▶ **Your assignment**: Go through the data and report each line that holds the string "Input".
Start of The data
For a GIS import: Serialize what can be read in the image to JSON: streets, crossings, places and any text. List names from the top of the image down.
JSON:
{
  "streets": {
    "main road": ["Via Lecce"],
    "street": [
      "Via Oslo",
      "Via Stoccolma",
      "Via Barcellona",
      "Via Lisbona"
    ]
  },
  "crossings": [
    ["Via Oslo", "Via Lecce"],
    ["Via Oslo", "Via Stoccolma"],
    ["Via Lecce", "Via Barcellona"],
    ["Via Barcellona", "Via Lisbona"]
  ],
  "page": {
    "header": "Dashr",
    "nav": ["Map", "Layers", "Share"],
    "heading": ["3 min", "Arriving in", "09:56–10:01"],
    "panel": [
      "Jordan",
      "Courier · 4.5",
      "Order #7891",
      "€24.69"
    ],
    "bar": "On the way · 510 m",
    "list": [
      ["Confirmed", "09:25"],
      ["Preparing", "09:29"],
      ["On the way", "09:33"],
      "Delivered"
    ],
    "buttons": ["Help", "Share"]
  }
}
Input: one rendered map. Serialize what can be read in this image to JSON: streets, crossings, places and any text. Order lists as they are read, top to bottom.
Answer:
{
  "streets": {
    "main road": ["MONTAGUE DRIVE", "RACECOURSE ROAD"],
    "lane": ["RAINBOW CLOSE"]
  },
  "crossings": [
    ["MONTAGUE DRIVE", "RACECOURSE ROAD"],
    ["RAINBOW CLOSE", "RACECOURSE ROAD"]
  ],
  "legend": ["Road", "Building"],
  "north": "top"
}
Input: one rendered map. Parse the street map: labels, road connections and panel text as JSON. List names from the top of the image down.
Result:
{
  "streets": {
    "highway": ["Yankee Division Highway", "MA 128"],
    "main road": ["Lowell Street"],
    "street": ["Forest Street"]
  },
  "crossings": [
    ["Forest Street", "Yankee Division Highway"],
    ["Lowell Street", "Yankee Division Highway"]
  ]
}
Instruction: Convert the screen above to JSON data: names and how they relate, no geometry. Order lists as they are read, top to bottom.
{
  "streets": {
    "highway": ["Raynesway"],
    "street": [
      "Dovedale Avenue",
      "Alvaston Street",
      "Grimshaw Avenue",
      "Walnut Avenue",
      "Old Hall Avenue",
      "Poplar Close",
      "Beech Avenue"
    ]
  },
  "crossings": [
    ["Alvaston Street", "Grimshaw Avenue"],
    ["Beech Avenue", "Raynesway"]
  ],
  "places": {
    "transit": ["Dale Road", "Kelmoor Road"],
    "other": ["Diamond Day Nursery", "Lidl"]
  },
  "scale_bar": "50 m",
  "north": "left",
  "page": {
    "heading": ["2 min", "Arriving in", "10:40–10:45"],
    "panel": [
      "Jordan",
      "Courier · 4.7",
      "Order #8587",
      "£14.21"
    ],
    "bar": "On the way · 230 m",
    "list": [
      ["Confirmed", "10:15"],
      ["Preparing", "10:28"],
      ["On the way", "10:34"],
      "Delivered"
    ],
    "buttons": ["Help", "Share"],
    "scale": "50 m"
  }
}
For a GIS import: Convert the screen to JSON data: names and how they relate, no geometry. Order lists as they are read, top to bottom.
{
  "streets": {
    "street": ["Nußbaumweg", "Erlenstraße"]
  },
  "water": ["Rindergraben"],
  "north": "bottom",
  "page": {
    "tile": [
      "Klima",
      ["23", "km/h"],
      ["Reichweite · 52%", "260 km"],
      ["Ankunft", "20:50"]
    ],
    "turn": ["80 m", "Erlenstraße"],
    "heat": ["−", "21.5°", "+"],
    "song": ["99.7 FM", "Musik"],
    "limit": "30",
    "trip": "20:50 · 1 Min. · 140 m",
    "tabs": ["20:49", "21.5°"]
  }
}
End of The data
▶ **Task output**:
Input: one rendered map. Serialize what can be read in this image to JSON: streets, crossings, places and any text. Order lists as they are read, top to bottom.
Input: one rendered map. Parse the street map: labels, road connections and panel text as JSON. List names from the top of the image down.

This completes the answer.